District court erred in invalidating claims of patent covering NuvaRing® contraception device

By Cheryl Beise, J.D.

Two claims of a patent held by Merck Sharp & Dohme B.V. in connection with the company’s popular NuvaRing® contraception vaginal ring device—asserted against a competitor hoping to sell a generic version of NuvaRing®—were not invalid as obvious in light of a prior art reference, the U.S. Court of Appeals for the Federal Circuit has held. The federal district court in Wilmington, Delaware, erred in concluding that an ordinary person of skill in the art would have been motivated to piece together various elements of the cited reference. The district court’s invalidity judgment was reversed and the case remanded (Merck Sharp & Dohme B.V. v. Warner Chilcott Co. LLC, October 19, 2017, Hughes, T.).

Merck Sharp & Dohme B.V. ("Merck") owns U.S. Patent No. 5,989,581 (the ’581 patent), entitled "Drug delivery system for two or more active substances," relating to a drug-delivery vaginal ring device used for contraception. The ring is inserted in the vagina for 21 days, where it releases a constant daily dose of progestin and estrogen. Merck sells the device under the brand name NuvaRing®.

Warner Chilcott Co. LLC filed an Abbreviated New Drug Application (ANDA) seeking Federal Drug Administration approval to market and sell a generic version of NuvaRing®, prompting Merck to file an action for infringement of the ’581 patent in the federal district court in Wilmington, Delaware. Warner Chilcott countered that both asserted claims (dependent claims 4 and 11) were anticipated and rendered obvious by International Patent Application WO 97/02015 (PCT ’015). Following a four day bench trial, the district court concluded that both asserted claims were not anticipated, but were invalid as obvious under 35 U.S.C. §103. Merck appealed the district court’s invalidity judgment. Warner conceded that its generic product would infringe the ’581 patent if the claims were found valid.
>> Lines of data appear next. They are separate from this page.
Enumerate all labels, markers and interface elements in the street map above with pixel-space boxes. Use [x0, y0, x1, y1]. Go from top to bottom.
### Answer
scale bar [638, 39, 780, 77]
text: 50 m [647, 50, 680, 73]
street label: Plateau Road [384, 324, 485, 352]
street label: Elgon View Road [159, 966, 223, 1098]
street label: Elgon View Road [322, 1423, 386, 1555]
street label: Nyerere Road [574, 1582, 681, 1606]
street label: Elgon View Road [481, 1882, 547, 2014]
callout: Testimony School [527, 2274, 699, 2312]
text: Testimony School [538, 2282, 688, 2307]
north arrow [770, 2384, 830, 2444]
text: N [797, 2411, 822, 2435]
The Federal Circuit disagreed with the district court’s obviousness determination. The appeals court noted that claim 4 (depending from claim 1) and claim 11 (depending from claim 5) both require use of a single-compartment that includes a progestogenic steroidal compound and an estrogenic steroidal compound. PCT ’015, on the other hand, discloses a vaginal contraception ring that releases the progestogenic and estrogenic compounds, etonogestrel (ETO) and ethinyl estradiol (EE), using two separate compartments—one loaded with ETO only, and the other loaded with ETO and EE.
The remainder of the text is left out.